Himmlisches Jerusalem

In der niedrigen, gedrungenen Krypta ist es jämmerlich kalt – jedenfalls empfinde ich es so, weil ich mich draußen an 35 Grad Südtiroler Sommerhitze gewöhnt habe. Der romanische Fresken-Zyklus aus der Zeit der Klostergründung der Abtei Marienberg in Burgeis im 12. Jahrhundert ist ein Kunstwerk von europäischem Rang. Eindrucksvolle Fresken, die das „Himmlische Jerusalem“ zum Thema haben, schmücken die Apsiden.

Hier unten sangen Mönche biblische Psalmen „im Angesicht Gottes und seiner Engel“, die in den Fresken Gestalt annehmen. Nach ihrem Gesang gingen die Mönche wieder an die Arbeit „oben“. Gebet und Meditation hier unten als Kraftsammlung für das Leben in der Welt „oben“. Begreifen wir das noch? Vielleicht auch damals nicht alle.

Ein großer Teil der Krypta wurde später zugeschüttet. Es entstand eine Gruft für verstorbene Äbte, für die Särge der Patres und Brüder. Viele Fresken verschwanden dahinter. Inzwischen hat man sie wieder frei gelegt. Sie erstrahlen wie einst in ihrem Glanz und erzählen vom himmlischen Jerusalem. Hören die Besucher ihnen zu? Vernehmen sie die überirdischen Gesänge und Klänge?

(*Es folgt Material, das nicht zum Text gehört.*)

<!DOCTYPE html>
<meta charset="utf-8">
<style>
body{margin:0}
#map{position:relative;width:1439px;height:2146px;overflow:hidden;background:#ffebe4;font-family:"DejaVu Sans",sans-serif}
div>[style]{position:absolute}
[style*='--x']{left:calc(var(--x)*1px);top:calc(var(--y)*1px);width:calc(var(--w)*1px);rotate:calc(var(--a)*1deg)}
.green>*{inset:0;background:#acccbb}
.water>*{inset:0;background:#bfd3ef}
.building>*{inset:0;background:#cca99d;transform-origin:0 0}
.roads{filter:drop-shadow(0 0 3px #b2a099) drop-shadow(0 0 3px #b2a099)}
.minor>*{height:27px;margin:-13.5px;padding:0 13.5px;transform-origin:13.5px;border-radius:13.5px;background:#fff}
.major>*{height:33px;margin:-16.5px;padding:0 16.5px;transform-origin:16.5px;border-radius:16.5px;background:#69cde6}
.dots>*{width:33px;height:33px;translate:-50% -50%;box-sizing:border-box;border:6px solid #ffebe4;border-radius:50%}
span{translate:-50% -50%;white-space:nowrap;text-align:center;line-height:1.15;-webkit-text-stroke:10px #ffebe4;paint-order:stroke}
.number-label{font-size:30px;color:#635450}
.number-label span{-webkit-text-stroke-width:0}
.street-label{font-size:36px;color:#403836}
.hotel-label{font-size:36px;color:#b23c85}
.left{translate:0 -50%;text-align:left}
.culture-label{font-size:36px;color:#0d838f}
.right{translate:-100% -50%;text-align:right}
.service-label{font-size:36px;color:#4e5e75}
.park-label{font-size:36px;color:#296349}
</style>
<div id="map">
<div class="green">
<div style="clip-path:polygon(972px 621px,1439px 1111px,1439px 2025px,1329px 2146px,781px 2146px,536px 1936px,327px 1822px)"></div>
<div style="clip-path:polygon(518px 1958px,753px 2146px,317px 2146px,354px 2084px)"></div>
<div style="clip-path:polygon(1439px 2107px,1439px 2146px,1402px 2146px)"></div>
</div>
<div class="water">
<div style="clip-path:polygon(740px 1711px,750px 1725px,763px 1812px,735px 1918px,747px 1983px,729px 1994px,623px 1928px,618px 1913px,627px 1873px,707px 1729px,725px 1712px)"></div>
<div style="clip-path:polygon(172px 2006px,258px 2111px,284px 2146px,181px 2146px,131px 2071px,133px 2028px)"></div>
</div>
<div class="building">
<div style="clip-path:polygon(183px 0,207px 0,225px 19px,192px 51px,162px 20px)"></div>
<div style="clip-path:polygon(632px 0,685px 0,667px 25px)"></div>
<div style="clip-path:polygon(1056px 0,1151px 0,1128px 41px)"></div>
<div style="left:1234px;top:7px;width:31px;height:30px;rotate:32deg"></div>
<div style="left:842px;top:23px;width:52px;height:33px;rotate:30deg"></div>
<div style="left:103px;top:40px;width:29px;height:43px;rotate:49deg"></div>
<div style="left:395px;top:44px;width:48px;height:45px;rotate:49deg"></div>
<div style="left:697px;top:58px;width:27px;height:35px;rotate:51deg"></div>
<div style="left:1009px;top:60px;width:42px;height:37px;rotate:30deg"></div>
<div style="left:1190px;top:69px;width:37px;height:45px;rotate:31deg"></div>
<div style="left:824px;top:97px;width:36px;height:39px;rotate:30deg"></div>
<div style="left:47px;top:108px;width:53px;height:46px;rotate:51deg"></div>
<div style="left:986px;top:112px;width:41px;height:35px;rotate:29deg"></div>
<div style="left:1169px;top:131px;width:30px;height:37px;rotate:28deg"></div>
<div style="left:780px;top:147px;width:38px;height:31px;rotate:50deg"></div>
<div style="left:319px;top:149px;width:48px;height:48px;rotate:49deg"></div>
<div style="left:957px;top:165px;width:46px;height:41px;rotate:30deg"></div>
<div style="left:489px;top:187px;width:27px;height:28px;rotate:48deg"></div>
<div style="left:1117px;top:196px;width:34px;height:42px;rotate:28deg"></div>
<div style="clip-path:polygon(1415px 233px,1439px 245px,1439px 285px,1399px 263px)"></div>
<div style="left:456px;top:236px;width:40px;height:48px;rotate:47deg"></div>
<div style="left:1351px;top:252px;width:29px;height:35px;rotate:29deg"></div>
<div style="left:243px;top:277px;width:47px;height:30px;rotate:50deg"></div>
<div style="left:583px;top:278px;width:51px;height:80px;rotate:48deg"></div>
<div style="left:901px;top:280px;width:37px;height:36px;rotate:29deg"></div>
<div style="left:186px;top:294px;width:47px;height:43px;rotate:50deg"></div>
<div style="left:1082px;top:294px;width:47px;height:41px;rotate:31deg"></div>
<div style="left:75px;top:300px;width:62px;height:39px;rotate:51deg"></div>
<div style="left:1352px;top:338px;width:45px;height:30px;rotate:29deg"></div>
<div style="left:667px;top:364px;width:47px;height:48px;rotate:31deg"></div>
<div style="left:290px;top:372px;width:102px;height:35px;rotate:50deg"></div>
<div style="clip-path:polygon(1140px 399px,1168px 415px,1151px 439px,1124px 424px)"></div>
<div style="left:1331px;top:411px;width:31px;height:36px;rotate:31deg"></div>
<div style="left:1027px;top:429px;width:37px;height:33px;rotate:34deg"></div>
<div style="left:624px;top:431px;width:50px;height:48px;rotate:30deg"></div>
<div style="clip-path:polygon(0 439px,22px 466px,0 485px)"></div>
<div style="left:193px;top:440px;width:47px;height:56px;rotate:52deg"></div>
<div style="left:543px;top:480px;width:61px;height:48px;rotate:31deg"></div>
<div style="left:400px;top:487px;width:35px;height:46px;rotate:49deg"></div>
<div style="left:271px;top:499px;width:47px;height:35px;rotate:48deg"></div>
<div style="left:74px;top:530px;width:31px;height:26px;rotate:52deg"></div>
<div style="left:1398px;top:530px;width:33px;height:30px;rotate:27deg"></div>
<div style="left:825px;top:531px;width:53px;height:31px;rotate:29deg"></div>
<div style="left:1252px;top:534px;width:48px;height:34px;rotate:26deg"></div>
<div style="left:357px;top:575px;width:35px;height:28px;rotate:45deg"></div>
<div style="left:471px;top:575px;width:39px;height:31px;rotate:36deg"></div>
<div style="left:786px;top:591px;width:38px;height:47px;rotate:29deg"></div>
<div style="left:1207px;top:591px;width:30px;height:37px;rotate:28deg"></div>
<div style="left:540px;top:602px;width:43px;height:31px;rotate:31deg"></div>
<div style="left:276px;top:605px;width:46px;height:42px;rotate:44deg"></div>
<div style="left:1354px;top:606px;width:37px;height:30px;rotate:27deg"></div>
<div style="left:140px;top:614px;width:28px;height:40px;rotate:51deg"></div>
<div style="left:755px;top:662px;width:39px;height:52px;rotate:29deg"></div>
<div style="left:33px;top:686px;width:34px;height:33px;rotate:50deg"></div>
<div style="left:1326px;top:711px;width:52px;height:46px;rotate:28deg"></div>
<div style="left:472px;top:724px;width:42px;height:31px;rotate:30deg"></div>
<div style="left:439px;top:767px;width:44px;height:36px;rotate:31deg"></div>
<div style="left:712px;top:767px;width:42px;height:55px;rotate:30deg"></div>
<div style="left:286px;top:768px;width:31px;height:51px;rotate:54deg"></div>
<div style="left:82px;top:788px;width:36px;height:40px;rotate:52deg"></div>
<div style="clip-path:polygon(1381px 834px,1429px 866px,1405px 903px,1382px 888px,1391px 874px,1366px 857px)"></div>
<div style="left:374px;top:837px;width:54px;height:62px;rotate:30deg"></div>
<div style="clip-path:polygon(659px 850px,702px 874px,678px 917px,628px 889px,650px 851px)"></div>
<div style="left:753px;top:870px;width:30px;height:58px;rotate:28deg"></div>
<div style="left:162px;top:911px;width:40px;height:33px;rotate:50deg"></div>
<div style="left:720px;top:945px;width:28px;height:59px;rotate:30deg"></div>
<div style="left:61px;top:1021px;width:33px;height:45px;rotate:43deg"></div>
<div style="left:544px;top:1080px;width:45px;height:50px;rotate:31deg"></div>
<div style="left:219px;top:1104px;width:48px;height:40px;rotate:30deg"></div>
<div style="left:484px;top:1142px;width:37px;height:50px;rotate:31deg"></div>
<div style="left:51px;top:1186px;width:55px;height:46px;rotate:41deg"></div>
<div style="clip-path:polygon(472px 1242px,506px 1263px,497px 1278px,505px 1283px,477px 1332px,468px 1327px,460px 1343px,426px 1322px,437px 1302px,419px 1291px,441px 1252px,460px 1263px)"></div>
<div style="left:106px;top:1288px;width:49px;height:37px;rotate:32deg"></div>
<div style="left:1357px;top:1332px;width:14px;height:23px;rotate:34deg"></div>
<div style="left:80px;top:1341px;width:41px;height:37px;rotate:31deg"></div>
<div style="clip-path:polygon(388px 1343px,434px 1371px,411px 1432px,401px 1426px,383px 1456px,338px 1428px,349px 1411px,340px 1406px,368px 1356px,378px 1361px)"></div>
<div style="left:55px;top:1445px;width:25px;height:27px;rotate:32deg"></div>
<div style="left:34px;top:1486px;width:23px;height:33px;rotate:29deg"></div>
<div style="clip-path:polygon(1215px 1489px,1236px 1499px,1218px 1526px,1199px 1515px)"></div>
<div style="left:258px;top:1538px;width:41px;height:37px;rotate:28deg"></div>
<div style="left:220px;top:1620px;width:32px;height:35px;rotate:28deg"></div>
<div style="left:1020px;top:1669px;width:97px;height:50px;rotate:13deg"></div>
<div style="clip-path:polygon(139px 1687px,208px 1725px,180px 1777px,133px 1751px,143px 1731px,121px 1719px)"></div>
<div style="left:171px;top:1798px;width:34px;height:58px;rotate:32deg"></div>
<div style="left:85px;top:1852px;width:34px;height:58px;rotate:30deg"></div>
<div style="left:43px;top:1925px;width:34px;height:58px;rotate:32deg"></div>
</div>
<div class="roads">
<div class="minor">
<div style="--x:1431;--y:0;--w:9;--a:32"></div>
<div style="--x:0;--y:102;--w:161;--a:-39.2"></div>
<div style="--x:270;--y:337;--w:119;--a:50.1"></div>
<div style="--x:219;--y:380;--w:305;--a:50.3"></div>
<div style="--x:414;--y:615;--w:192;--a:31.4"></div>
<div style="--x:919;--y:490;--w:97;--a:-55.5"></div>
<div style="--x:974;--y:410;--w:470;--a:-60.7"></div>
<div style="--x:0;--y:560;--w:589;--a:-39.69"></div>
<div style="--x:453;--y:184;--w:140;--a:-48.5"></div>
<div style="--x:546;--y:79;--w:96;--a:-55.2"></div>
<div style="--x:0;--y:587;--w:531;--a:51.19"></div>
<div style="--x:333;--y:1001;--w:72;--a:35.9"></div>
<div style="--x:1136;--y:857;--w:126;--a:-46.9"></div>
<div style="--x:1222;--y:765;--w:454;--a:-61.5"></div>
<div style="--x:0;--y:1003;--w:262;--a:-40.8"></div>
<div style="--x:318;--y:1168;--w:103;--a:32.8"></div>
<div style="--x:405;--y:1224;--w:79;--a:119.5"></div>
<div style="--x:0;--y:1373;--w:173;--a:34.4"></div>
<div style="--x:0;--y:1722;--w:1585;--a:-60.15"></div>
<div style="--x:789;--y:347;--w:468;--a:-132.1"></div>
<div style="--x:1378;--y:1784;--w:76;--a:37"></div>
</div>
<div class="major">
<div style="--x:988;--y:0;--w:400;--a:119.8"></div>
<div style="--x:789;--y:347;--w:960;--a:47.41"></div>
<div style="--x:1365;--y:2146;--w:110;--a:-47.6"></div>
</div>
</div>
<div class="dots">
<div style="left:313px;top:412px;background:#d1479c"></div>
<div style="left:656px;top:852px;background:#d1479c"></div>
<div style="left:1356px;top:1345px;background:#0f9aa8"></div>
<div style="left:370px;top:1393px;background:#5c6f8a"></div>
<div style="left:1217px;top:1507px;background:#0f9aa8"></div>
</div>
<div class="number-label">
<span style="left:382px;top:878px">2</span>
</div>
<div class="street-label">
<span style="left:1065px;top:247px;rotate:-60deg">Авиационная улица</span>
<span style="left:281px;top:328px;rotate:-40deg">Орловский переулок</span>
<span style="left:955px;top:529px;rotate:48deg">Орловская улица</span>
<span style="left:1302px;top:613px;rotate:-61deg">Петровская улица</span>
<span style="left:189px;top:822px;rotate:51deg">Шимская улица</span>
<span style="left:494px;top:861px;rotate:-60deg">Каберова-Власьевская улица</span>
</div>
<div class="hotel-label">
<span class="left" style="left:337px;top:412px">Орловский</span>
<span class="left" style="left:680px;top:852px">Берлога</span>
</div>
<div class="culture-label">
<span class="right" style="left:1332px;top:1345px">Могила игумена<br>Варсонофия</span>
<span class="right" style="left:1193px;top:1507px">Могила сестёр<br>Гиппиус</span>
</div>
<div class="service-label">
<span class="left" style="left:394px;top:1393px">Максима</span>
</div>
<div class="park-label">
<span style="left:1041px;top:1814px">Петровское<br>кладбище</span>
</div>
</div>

Unsere Welt orientiert sich an anderen Klängen – Klänge, die ständig variieren. Menschen damals, die ein Ohr hatten für das Himmlische Jerusalem, begnügten sich mit einem einfachen, fest gefügten Weltbild. Sie wussten, woran sie waren. Sie vertrauten Bildern, in denen sie Hoffnung und Trost suchten. Unser Weltbild verläuft oft in Schlangenlinien. Viele selbst produzierte Bilder von unserer Welt oder einem Jenseits haben die Tröstungskraft von Gummibärchen.

Vielleicht täten wir gut daran, von Zeit zu Zeit den Klängen zu lauschen, von denen die Fresken erzählen. Wer Ohren hat zu hören, der hört.